--- Work item ---
Your answer should be a single number: the count of lines in the records below containing the word "Ristorante".

[Records from a data collection]
==================================================
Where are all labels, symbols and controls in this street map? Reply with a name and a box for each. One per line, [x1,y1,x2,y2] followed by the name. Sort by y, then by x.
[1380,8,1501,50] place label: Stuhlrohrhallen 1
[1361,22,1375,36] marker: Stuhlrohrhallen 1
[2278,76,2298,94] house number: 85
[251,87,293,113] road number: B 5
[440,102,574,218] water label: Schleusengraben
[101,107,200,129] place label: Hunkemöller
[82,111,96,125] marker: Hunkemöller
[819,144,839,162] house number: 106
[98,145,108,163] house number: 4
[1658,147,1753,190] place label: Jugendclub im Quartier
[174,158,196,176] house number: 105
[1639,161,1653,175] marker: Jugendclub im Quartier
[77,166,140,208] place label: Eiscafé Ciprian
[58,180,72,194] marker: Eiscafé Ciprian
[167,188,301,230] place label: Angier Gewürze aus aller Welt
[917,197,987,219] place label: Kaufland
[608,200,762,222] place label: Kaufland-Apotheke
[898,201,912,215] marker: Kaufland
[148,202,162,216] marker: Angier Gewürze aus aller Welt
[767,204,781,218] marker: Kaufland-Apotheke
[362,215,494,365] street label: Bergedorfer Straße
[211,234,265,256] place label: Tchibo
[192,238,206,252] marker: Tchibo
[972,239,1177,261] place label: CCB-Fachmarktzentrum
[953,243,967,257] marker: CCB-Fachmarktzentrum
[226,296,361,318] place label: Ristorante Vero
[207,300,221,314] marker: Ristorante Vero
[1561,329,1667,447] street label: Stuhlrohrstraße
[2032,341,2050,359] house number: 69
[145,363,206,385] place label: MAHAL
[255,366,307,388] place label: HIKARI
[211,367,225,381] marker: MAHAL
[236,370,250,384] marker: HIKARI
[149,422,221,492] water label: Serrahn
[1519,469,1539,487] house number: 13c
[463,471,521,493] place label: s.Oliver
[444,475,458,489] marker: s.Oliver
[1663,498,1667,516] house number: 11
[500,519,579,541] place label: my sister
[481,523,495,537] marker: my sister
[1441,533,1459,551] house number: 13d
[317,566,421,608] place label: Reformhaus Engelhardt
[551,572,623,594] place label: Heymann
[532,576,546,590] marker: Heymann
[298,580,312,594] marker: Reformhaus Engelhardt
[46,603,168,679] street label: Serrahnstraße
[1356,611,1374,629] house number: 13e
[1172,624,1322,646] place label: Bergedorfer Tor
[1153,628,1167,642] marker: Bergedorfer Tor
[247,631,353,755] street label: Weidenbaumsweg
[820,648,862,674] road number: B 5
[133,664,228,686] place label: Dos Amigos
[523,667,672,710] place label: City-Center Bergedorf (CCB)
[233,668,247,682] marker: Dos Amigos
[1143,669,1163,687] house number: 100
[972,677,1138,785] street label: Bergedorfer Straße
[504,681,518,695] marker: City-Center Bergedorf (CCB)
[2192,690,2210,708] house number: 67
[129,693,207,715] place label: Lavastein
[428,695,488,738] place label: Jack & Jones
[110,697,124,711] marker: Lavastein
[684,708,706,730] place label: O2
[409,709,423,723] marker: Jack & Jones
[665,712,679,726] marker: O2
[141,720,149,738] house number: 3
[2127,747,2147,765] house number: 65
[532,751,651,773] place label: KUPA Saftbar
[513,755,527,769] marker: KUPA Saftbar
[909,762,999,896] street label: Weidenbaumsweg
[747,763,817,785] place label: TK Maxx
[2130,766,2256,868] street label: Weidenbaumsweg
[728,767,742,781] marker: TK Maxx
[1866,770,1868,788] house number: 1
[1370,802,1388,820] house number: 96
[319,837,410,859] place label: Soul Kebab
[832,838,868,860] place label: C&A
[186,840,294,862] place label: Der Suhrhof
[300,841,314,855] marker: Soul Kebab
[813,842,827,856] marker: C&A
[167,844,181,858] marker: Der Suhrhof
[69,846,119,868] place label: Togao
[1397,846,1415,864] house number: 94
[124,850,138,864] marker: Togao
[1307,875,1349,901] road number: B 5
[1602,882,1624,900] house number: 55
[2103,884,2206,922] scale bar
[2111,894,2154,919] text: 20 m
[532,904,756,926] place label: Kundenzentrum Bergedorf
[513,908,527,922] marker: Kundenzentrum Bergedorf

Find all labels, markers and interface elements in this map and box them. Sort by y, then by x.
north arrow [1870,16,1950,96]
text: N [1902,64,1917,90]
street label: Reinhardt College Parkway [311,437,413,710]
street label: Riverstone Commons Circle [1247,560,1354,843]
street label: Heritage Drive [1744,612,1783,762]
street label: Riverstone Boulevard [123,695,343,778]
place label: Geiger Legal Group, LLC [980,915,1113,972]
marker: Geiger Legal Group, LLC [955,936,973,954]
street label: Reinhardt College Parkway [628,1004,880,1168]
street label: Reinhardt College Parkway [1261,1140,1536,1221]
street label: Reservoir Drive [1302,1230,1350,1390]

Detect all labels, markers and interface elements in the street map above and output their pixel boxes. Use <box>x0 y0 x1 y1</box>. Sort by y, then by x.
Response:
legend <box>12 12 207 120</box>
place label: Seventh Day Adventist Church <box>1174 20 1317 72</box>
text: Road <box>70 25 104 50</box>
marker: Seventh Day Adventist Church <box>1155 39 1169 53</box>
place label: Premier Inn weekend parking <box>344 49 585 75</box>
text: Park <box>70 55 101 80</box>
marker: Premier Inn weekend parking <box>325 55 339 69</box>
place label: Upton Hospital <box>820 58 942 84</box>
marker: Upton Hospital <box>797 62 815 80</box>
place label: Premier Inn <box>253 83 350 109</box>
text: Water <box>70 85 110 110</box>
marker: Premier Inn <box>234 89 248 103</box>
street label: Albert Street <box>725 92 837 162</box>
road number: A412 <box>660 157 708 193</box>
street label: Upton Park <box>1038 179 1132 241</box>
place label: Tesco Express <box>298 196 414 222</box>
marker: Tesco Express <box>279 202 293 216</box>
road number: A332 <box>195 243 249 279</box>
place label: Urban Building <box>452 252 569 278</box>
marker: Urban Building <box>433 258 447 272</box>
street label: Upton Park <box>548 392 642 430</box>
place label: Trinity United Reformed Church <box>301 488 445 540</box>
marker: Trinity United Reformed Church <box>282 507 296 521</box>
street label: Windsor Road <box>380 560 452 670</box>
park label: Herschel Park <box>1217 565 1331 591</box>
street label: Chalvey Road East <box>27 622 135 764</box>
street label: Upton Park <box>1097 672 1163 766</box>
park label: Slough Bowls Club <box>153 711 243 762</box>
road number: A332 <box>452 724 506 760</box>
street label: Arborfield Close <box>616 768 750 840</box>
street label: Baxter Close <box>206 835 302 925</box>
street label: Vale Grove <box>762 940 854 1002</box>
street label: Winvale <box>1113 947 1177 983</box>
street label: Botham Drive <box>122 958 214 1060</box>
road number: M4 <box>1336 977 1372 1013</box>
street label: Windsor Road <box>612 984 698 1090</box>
==================================================
--- Exercise answer ---
2